Task to complete:
Give the listing again word for word, excluding the pictures it contains.

(Beginning of Data segment)

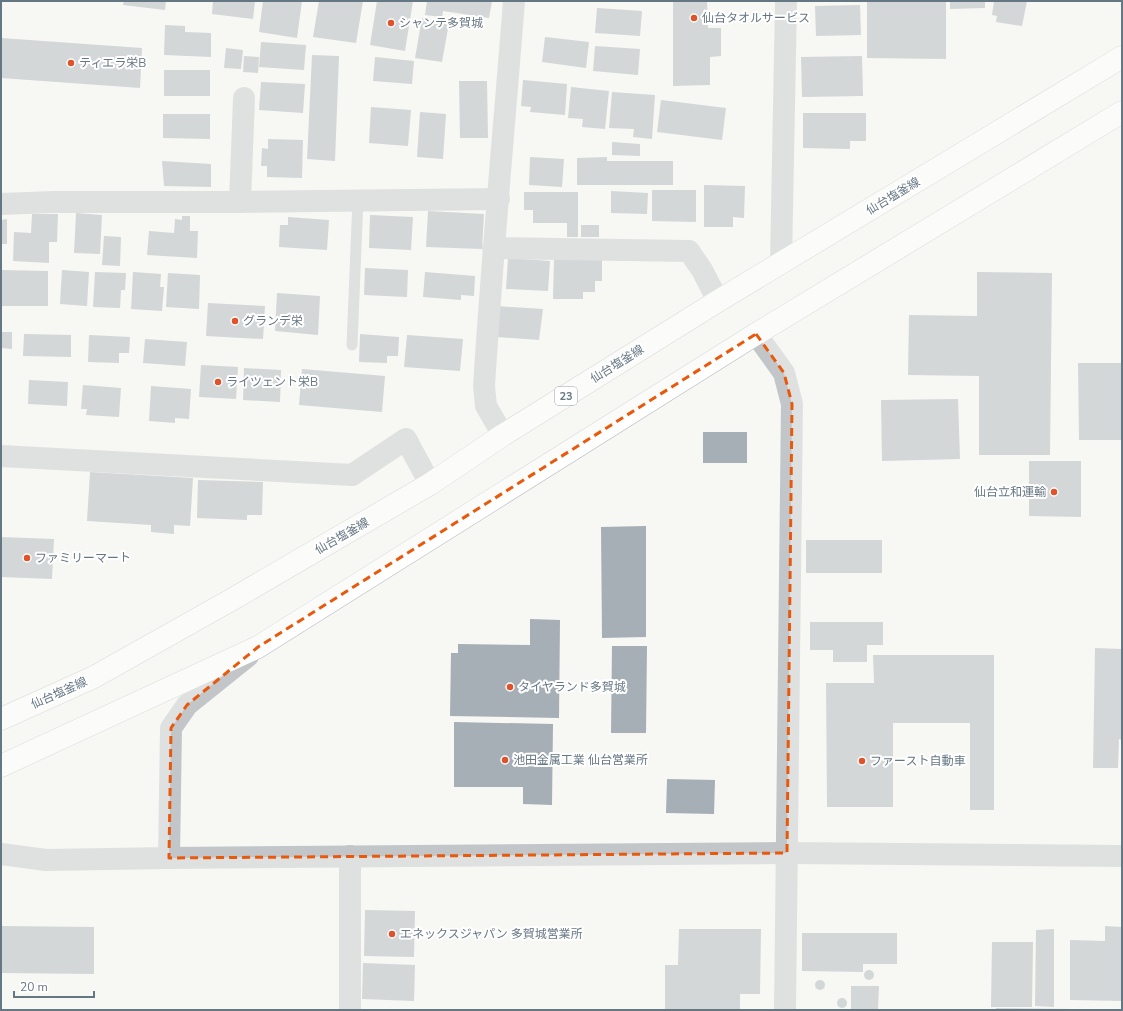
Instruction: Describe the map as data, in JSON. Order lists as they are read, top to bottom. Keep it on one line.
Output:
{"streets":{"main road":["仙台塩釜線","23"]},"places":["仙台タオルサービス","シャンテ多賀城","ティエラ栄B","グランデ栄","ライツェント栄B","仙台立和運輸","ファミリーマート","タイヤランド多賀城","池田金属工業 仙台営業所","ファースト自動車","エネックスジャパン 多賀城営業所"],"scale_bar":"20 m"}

(End of Data segment)

Task solution:
Instruction: Describe the map as data, in JSON. Order lists as they are read, top to bottom. Keep it on one line.
Output:
{"streets":{"main road":["仙台塩釜線","23"]},"places":["仙台タオルサービス","シャンテ多賀城","ティエラ栄B","グランデ栄","ライツェント栄B","仙台立和運輸","ファミリーマート","タイヤランド多賀城","池田金属工業 仙台営業所","ファースト自動車","エネックスジャパン 多賀城営業所"],"scale_bar":"20 m"}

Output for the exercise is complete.